What you have to do >>
From the records below, transcribe only the lines running from the one with "c.translate(x, y);" through the one with "M1604,10H1662V160L1570,35Z". Keep both of those end lines.

[Saved entries]
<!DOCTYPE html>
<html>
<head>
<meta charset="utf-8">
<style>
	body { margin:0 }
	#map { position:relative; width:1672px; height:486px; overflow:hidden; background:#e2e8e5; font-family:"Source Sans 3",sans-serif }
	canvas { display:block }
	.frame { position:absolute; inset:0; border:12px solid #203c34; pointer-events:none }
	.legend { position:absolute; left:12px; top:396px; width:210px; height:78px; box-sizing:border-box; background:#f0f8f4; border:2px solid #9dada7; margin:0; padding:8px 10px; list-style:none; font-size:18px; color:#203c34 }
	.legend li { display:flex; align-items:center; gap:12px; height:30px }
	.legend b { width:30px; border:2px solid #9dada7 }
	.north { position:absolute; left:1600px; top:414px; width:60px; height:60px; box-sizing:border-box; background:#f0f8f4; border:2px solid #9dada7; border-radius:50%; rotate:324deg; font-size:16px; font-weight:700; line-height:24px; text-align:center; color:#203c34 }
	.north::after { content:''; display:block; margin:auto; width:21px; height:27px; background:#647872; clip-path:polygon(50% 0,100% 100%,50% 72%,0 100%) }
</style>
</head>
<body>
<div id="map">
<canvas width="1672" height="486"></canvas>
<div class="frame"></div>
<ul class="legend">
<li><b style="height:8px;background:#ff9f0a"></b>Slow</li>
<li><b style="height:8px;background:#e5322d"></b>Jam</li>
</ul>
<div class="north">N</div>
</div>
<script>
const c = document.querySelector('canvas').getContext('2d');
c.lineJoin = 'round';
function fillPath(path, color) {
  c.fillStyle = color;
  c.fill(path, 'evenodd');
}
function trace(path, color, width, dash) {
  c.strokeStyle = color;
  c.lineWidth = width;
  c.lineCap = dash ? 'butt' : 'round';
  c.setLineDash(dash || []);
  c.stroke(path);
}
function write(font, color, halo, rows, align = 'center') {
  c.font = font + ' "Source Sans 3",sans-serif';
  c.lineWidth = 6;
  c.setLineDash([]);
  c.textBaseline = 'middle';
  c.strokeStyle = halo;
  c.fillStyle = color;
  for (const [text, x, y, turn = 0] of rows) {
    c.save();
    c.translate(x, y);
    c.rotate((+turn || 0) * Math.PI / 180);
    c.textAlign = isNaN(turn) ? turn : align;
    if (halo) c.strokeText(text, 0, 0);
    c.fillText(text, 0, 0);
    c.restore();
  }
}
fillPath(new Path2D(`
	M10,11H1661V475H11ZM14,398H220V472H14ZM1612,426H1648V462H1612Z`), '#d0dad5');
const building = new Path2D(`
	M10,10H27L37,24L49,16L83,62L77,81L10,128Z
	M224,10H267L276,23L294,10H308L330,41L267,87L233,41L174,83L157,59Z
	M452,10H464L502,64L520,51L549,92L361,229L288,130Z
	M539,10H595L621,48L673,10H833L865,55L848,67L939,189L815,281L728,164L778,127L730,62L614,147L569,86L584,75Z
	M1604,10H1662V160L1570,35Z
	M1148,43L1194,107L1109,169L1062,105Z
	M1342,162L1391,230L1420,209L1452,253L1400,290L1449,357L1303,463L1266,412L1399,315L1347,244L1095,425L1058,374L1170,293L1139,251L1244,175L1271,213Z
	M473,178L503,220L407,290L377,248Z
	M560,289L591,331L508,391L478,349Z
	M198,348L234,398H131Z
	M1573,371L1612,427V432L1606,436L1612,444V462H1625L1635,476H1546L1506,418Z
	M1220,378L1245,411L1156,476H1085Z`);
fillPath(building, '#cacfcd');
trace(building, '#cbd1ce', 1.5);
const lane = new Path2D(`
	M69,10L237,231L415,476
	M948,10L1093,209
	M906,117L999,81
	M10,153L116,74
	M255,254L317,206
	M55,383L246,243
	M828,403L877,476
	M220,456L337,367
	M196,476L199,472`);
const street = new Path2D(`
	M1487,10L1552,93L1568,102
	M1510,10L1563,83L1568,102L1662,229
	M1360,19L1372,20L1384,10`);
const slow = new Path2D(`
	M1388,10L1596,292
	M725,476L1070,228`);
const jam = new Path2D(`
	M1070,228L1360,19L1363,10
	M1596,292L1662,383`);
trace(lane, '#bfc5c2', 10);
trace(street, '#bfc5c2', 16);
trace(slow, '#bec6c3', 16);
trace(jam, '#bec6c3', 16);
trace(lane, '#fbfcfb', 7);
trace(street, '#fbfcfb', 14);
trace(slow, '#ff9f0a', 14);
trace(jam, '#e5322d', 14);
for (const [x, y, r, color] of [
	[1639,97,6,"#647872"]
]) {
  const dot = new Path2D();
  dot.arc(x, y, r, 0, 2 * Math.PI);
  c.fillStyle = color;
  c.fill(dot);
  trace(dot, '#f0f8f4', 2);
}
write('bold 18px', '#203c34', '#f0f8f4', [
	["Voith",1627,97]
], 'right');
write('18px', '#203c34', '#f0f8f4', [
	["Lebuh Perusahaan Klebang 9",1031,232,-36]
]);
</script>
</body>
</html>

Solution to this exercise >>
    c.translate(x, y);
    c.rotate((+turn || 0) * Math.PI / 180);
    c.textAlign = isNaN(turn) ? turn : align;
    if (halo) c.strokeText(text, 0, 0);
    c.fillText(text, 0, 0);
    c.restore();
  }
}
fillPath(new Path2D(`
	M10,11H1661V475H11ZM14,398H220V472H14ZM1612,426H1648V462H1612Z`), '#d0dad5');
const building = new Path2D(`
	M10,10H27L37,24L49,16L83,62L77,81L10,128Z
	M224,10H267L276,23L294,10H308L330,41L267,87L233,41L174,83L157,59Z
	M452,10H464L502,64L520,51L549,92L361,229L288,130Z
	M539,10H595L621,48L673,10H833L865,55L848,67L939,189L815,281L728,164L778,127L730,62L614,147L569,86L584,75Z
	M1604,10H1662V160L1570,35Z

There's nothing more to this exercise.